#### Provided data:
==================================================

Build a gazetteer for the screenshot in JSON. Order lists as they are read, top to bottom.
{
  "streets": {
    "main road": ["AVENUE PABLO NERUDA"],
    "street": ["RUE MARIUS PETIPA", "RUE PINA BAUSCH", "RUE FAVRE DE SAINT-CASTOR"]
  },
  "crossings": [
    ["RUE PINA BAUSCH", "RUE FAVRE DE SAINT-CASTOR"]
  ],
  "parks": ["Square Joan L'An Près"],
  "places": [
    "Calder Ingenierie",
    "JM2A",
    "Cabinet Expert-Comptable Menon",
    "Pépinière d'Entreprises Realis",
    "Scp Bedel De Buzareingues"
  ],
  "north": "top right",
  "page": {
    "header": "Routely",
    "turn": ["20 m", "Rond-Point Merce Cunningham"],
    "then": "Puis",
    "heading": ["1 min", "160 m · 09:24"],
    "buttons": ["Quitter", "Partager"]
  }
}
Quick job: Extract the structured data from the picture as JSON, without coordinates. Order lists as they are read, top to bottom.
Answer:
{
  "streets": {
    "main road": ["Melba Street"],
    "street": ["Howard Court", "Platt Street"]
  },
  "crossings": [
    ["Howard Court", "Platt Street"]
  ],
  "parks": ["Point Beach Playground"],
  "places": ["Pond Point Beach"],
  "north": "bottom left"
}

==================================================

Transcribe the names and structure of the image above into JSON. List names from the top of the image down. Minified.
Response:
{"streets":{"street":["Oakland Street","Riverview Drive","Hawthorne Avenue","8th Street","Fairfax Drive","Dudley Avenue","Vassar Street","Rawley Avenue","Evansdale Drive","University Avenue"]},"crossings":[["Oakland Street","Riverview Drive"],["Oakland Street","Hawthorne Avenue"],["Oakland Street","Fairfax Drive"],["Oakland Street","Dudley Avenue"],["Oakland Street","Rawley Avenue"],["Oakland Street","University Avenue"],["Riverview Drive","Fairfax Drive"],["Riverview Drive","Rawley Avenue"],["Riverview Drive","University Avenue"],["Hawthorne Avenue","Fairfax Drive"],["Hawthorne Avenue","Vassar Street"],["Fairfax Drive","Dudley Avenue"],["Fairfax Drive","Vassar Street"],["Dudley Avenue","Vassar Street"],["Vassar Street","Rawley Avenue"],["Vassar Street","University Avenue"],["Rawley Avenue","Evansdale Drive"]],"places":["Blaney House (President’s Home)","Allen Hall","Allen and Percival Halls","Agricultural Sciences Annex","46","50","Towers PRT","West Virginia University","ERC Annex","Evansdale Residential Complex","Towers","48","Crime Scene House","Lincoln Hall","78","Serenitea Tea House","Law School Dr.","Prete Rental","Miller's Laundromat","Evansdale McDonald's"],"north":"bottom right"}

==================================================

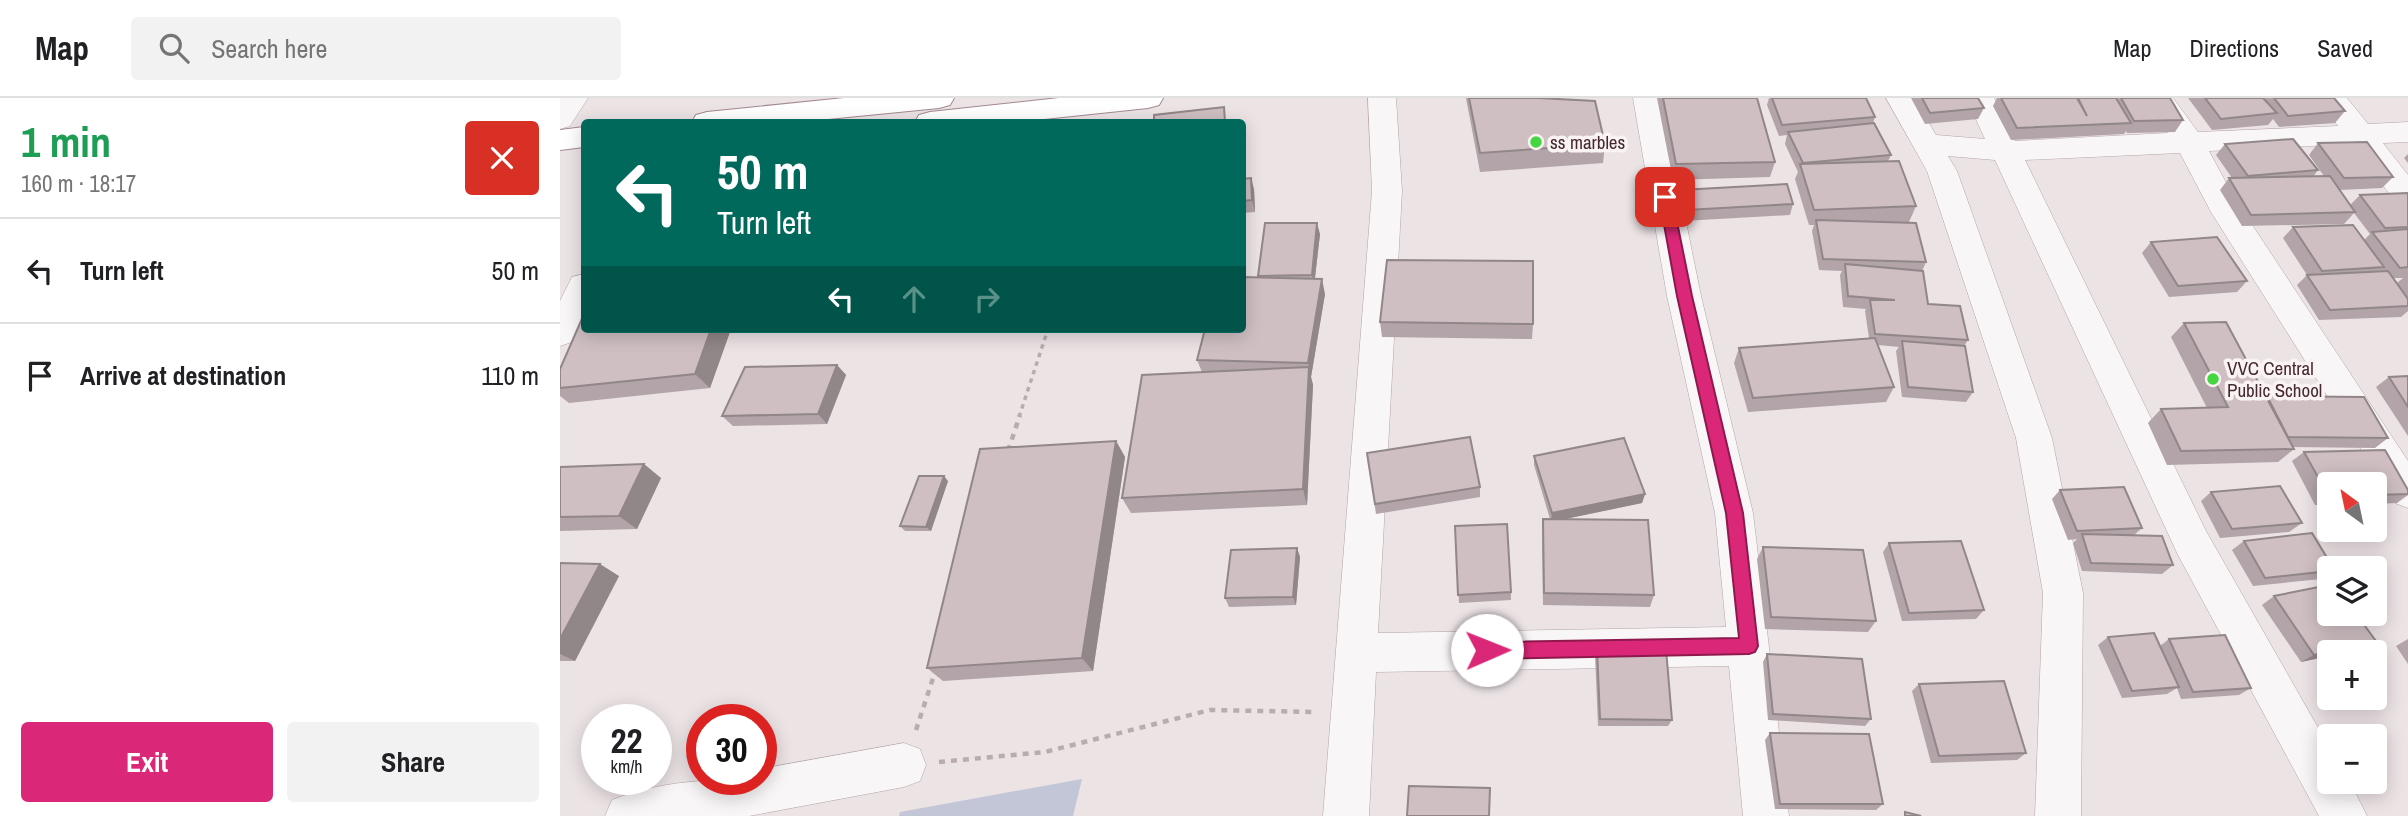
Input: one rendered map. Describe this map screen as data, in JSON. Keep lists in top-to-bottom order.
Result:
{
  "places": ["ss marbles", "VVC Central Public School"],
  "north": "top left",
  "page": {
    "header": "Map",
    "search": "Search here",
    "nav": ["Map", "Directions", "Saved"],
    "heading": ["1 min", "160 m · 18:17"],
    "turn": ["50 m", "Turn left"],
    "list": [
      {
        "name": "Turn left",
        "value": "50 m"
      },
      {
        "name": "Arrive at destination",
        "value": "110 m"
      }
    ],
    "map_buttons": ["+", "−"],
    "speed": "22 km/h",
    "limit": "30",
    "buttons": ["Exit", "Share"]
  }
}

==================================================

Say how many lines of the material above contain the string "from". Write nothing but the number.

2